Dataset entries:
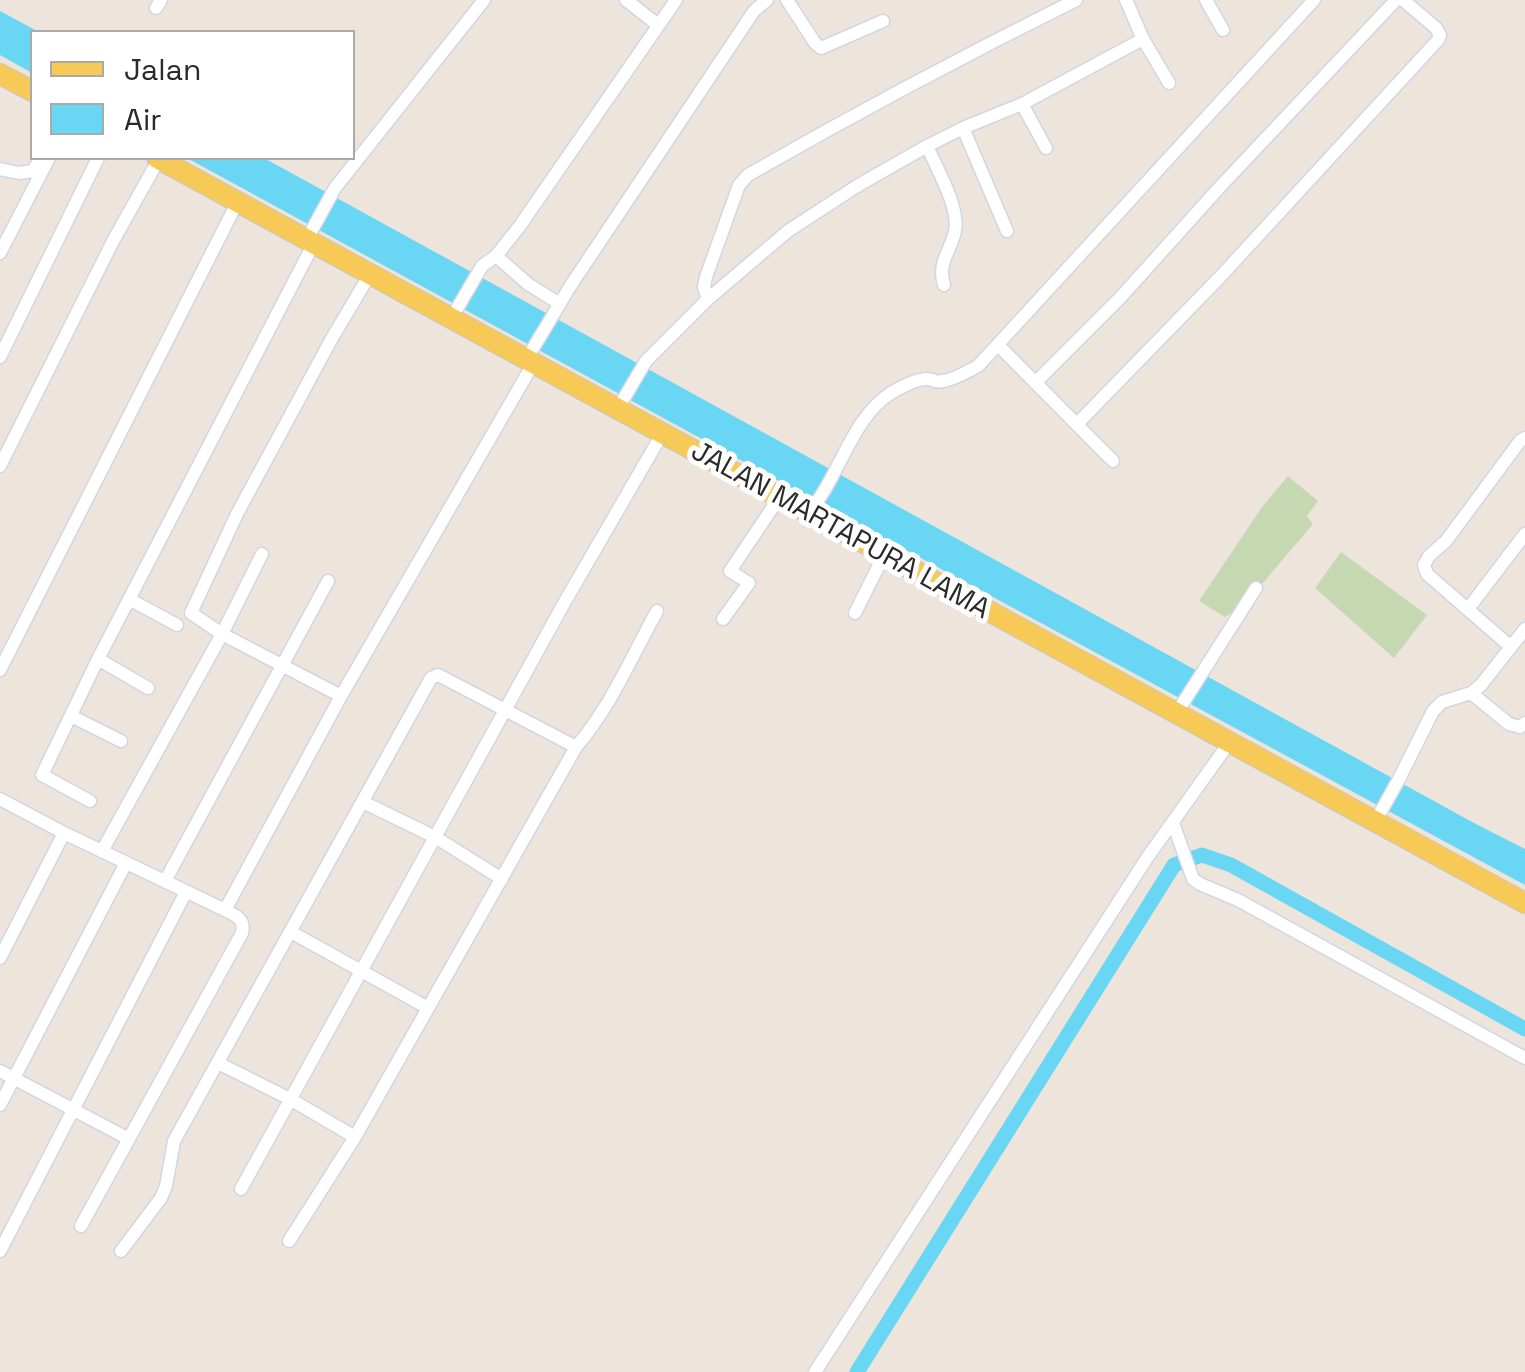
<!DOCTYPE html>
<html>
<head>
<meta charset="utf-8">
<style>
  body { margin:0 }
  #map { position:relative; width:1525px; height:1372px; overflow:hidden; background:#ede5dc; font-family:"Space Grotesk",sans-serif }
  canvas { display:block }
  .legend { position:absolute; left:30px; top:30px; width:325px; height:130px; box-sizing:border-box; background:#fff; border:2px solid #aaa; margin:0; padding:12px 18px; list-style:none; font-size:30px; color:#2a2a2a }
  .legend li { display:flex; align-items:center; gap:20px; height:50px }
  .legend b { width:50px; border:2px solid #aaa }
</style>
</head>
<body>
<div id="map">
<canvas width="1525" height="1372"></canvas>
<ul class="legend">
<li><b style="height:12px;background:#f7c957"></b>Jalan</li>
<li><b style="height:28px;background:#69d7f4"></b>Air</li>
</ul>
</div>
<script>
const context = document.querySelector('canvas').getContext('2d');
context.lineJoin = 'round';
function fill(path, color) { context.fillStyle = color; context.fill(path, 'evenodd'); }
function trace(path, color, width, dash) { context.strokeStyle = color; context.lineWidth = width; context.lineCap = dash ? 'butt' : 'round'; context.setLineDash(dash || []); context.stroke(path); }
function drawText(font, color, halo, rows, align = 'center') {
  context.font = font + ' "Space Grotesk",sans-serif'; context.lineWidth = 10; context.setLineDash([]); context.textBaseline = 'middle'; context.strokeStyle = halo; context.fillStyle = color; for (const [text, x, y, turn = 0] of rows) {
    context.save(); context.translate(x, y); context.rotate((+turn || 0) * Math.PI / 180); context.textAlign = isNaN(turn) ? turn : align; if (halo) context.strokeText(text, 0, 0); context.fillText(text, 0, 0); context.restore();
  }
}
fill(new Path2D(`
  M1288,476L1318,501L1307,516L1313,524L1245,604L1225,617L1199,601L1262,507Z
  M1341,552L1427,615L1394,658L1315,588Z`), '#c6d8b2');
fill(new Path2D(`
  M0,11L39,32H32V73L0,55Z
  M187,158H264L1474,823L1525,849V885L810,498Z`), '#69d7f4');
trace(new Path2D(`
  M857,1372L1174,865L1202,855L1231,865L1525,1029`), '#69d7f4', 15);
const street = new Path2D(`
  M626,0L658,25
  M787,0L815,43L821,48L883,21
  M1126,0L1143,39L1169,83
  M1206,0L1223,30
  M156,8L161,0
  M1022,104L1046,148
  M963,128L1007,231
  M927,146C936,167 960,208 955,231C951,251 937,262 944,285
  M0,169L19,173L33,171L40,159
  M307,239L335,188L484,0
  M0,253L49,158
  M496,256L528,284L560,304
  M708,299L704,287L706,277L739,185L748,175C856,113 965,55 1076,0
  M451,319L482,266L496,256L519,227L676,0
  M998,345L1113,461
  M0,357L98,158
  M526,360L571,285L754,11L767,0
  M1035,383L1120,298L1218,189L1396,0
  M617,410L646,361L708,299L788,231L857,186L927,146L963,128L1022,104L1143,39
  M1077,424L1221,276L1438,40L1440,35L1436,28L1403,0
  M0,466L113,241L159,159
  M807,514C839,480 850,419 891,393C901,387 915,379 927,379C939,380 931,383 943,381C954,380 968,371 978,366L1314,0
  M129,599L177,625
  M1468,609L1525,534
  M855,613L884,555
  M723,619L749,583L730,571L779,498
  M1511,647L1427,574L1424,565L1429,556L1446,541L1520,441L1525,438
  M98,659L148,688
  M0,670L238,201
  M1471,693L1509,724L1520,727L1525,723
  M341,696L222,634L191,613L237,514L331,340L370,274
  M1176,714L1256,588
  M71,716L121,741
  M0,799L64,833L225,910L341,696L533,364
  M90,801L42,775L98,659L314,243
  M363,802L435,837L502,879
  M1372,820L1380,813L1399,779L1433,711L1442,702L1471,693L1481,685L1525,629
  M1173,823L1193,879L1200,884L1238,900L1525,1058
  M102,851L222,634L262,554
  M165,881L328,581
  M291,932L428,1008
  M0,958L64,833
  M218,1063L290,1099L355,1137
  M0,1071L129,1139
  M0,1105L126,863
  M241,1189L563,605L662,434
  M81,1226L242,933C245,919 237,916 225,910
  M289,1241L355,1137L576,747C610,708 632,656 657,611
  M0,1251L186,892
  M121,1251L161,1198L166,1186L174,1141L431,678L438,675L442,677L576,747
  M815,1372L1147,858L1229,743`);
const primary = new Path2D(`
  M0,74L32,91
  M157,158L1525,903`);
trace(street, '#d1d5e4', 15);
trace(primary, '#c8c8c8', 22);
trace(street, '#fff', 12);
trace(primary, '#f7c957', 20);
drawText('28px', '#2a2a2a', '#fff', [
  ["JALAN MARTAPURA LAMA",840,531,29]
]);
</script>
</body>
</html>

**Exercise brief**
Report the number of lines above containing the string "halo" as your sole answer.

**Exercise answer**
3